Pirates Beware: DVD Anti-Piracy Warning Now Twice as Fierce

The government and Hollywood join forces to create a new anti-piracy warning

Hollywood and the federal government have partnered to create updated and even more annoying anti-piracy warnings that will be included in new home-release DVDs and Blu-ray discs beginning this week, the government said Tuesday.

The new warnings now have three scary logos intended to deter those who might violate copyright law by making a back-up copy, ripping a movie to a tablet-friendly file, uploading it to a peer-to-peer network or make illegal copies to send to military service members in Iraq.

The original logo has been included since 2004 on the Motion Picture Association of America members’ movies, with the now-famous FBI tough-talking “anti-piracy warning label” which cautions customers who legitimately purchased a movie about the criminal penalties for copyright infringement.

Added alongside the FBI’s logo in the new version, however, is a Homeland Security Investigations “special agent” badge.

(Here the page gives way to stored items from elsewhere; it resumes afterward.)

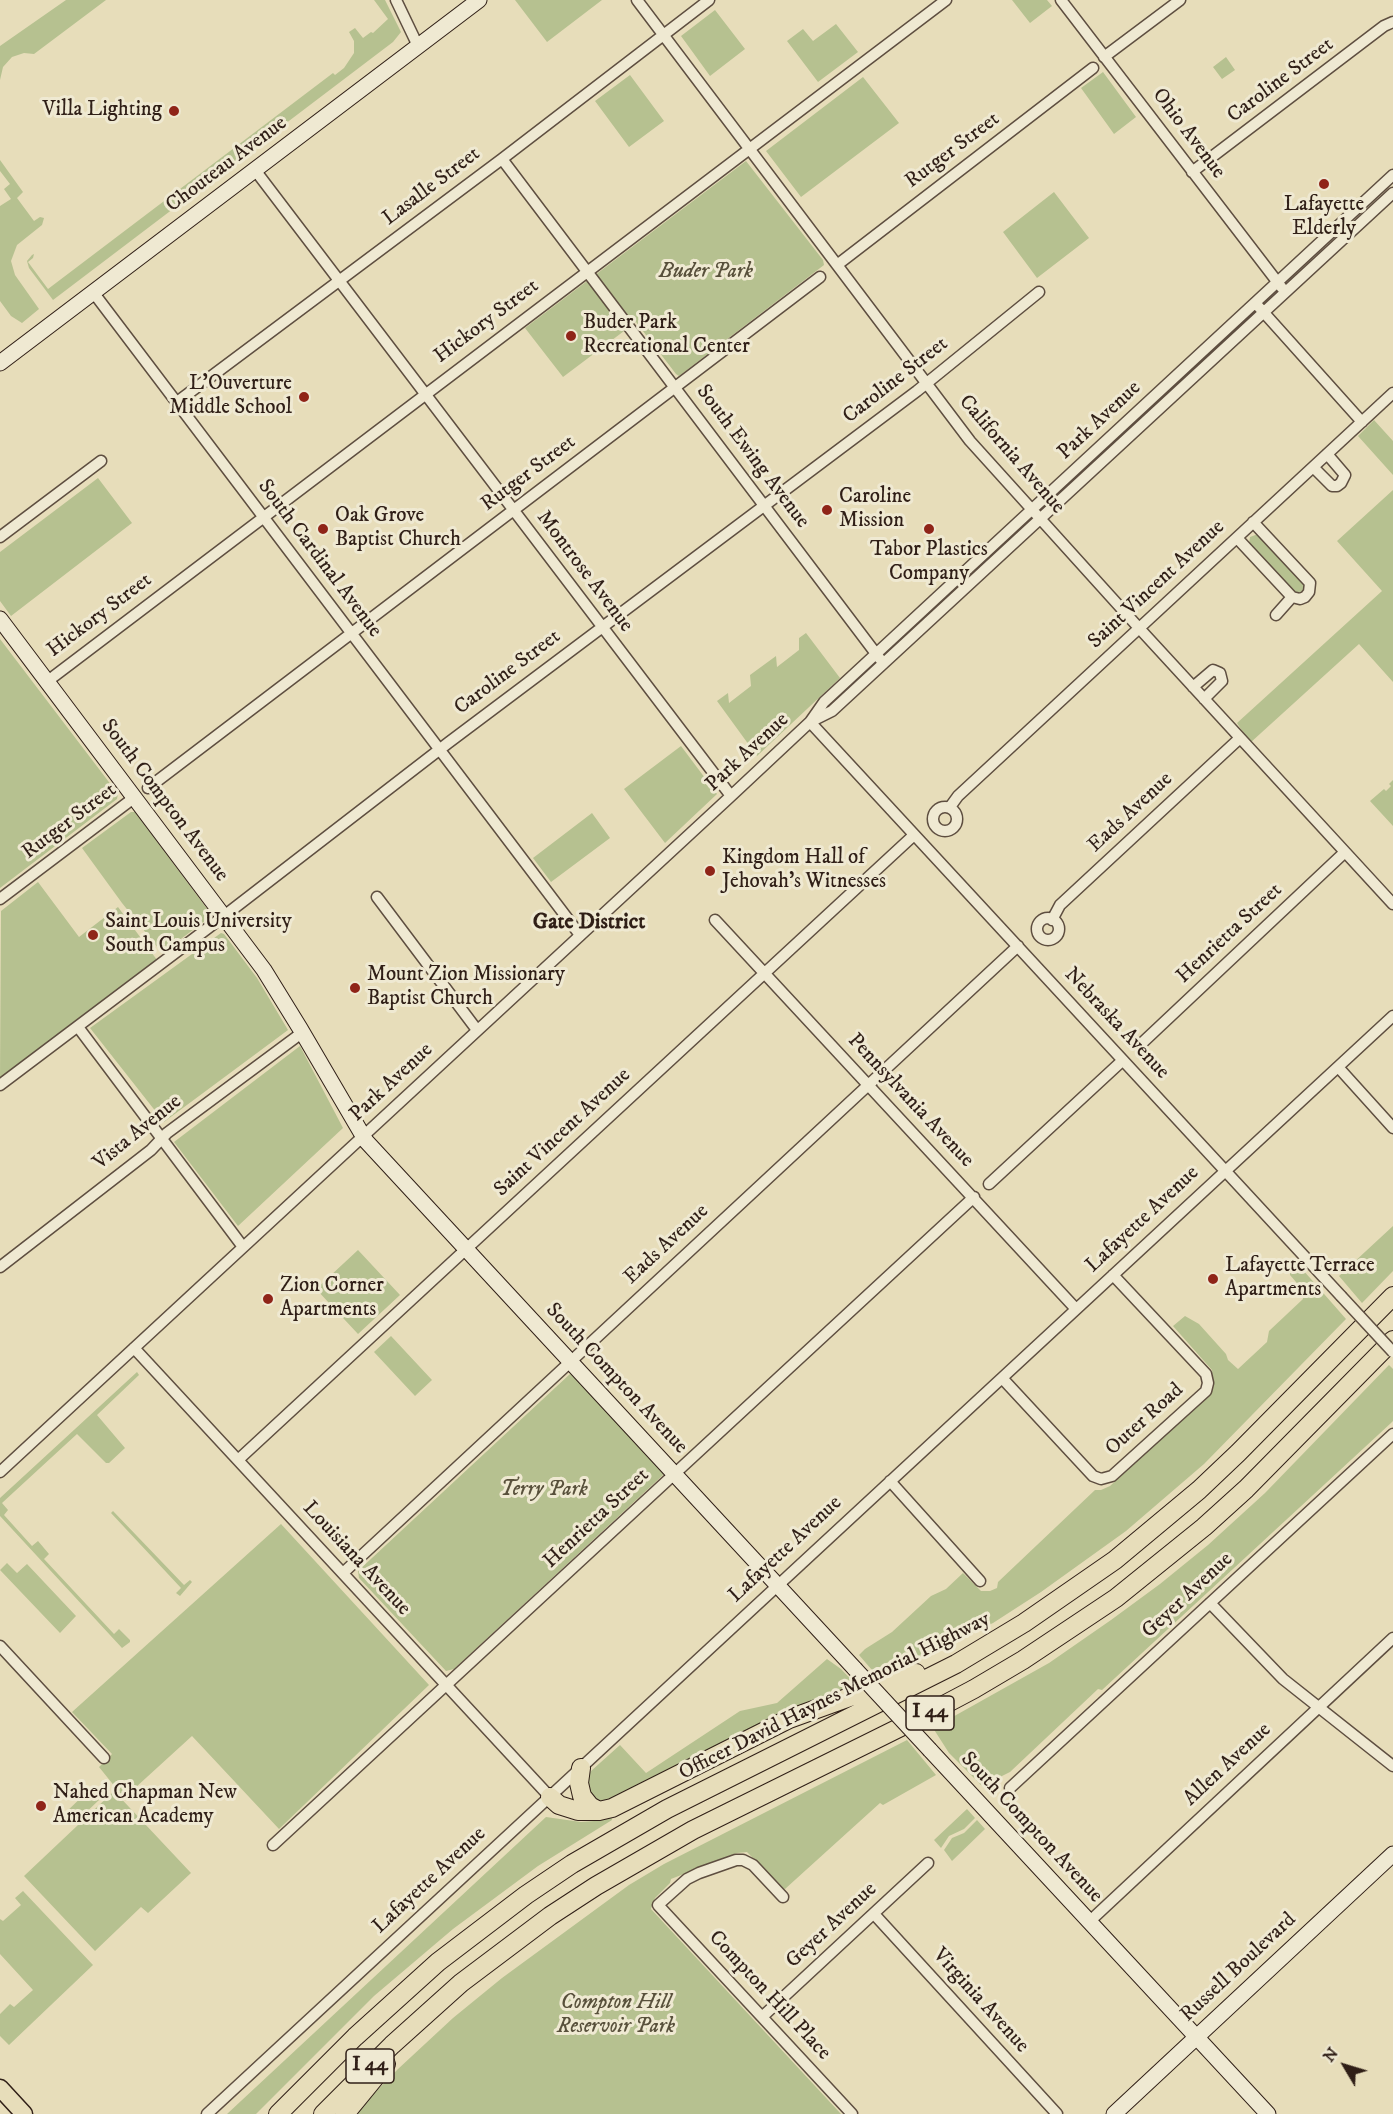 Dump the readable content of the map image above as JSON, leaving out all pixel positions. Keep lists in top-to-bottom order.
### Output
{
  "streets": {
    "highway": ["Officer David Haynes Memorial Highway", "I 44"],
    "main road": ["Chouteau Avenue", "South Compton Avenue", "Russell Boulevard"],
    "street": [
      "Caroline Street",
      "Ohio Avenue",
      "Rutger Street",
      "Lasalle Street",
      "Hickory Street",
      "Park Avenue",
      "California Avenue",
      "South Ewing Avenue",
      "South Cardinal Avenue",
      "Montrose Avenue",
      "Saint Vincent Avenue",
      "Eads Avenue",
      "Henrietta Street",
      "Nebraska Avenue",
      "Pennsylvania Avenue",
      "Vista Avenue",
      "Lafayette Avenue",
      "Outer Road",
      "Louisiana Avenue",
      "Geyer Avenue",
      "Allen Avenue",
      "Compton Hill Place",
      "Virginia Avenue"
    ]
  },
  "crossings": [
    ["Caroline Street", "Ohio Avenue"],
    ["Caroline Street", "California Avenue"],
    ["Caroline Street", "South Ewing Avenue"],
    ["Caroline Street", "South Cardinal Avenue"],
    ["Caroline Street", "Montrose Avenue"],
    ["Caroline Street", "South Compton Avenue"],
    ["Ohio Avenue", "Park Avenue"],
    ["Rutger Street", "California Avenue"],
    ["Rutger Street", "South Ewing Avenue"],
    ["Rutger Street", "South Cardinal Avenue"],
    ["Rutger Street", "Montrose Avenue"],
    ["Rutger Street", "South Compton Avenue"],
    ["Chouteau Avenue", "South Cardinal Avenue"],
    ["Chouteau Avenue", "Montrose Avenue"],
    ["Lasalle Street", "California Avenue"],
    ["Lasalle Street", "South Ewing Avenue"],
    ["Lasalle Street", "South Cardinal Avenue"],
    ["Lasalle Street", "Montrose Avenue"],
    ["Hickory Street", "California Avenue"],
    ["Hickory Street", "South Ewing Avenue"],
    ["Hickory Street", "South Cardinal Avenue"],
    ["Hickory Street", "Montrose Avenue"],
    ["Park Avenue", "California Avenue"],
    ["Park Avenue", "South Ewing Avenue"],
    ["Park Avenue", "South Cardinal Avenue"],
    ["Park Avenue", "Montrose Avenue"],
    ["Park Avenue", "South Compton Avenue"],
    ["Park Avenue", "Nebraska Avenue"],
    ["Park Avenue", "Louisiana Avenue"],
    ["California Avenue", "Saint Vincent Avenue"],
    ["California Avenue", "Eads Avenue"],
    ["California Avenue", "Henrietta Street"],
    ["Saint Vincent Avenue", "South Compton Avenue"],
    ["Saint Vincent Avenue", "Nebraska Avenue"],
    ["Saint Vincent Avenue", "Pennsylvania Avenue"],
    ["Saint Vincent Avenue", "Louisiana Avenue"],
    ["South Compton Avenue", "Eads Avenue"],
    ["South Compton Avenue", "Henrietta Street"],
    ["South Compton Avenue", "Vista Avenue"],
    ["South Compton Avenue", "Lafayette Avenue"],
    ["South Compton Avenue", "Allen Avenue"],
    ["South Compton Avenue", "Russell Boulevard"],
    ["Eads Avenue", "Nebraska Avenue"],
    ["Eads Avenue", "Pennsylvania Avenue"],
    ["Eads Avenue", "Louisiana Avenue"],
    ["Henrietta Street", "Pennsylvania Avenue"],
    ["Henrietta Street", "Louisiana Avenue"],
    ["Nebraska Avenue", "Lafayette Avenue"],
    ["Pennsylvania Avenue", "Lafayette Avenue"],
    ["Lafayette Avenue", "Outer Road"],
    ["Lafayette Avenue", "Louisiana Avenue"],
    ["Geyer Avenue", "Compton Hill Place"],
    ["Geyer Avenue", "Virginia Avenue"]
  ],
  "districts": ["Gate District"],
  "parks": ["Buder Park", "Terry Park", "Compton Hill Reservoir Park"],
  "places": [
    "Villa Lighting",
    "Lafayette Elderly",
    "Buder Park Recreational Center",
    "L'Ouverture Middle School",
    "Caroline Mission",
    "Oak Grove Baptist Church",
    "Tabor Plastics Company",
    "Kingdom Hall of Jehovah's Witnesses",
    "Saint Louis University South Campus",
    "Mount Zion Missionary Baptist Church",
    "Lafayette Terrace Apartments",
    "Zion Corner Apartments",
    "Nahed Chapman New American Academy"
  ],
  "north": "top left"
}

That reflects the agency’s new power, handed down in 2008, to seize web domains engaged in infringing activity under the same forfeiture laws used to seize property like houses, cars and boats allegedly tied to illegal activity such as drug running or gambling.

What’s more, as an added bonus that’s even better than a James Cameron director commentary, movie fans will be treated with a second annoying screen (above) touting the National Intellectual Property Center.

That screen, like the others, presumably will be made unskippable during viewing. The warning says, “Piracy is not a victimless crime. For more information on how digital theft harms the economy, please visit www.iprcenter.gov.” The center’s logo is tough, too, with a hawk clenching a banner that reads “Protection Is Our Trademark”.

Oddly, such warnings are rarely included in versions uploaded and downloaded via P2P networks.

That’s probably smart since the old FBI logo was copyrighted of sorts, with the movie, recording and software industries retaining exclusive rights.

The authorities moved that logo out of copyright last year. There was a maximum six-month sentence and other penalties for using the insignia without FBI approval.

ICE said the new versions, like the old one, may not be used without permission and are not in the public domain. The government said the major studios of the Motion Picture Association of America are authorized to use them.  They are Disney, Paramount, Sony, Fox, Universal and Warner Brothers.

The National Intellectual Property Center (.pdf) was approved as part of the PRO-IP Act in 2008 and acts as the government’s anti-piracy bureau. The act also gave Immigration and Customs Enforcement, under the auspices of the Department of Homeland Security, the power to seize infringing websites under a program now known as Operation in Our Sites.

“Our nation’s film and TV business is critical to our economy,” ICE Director John Morton said in a statement. “Its creativity and imagination have made American entertainment one of our greatest exports over the decades, but criminals are increasingly engaging in new forms of digital theft. Law enforcement must continue to expand how it combats criminal activity. Public awareness and education are a critical part of that effort.”

In the past two years, the authorities have seized more than 750 sites allegedly engaged in infringing activity.

Wired reported Monday about a hip-hop music site — the victim of a secret government process — that was seized for a year before it was given back to its New York operator without explanation or apology.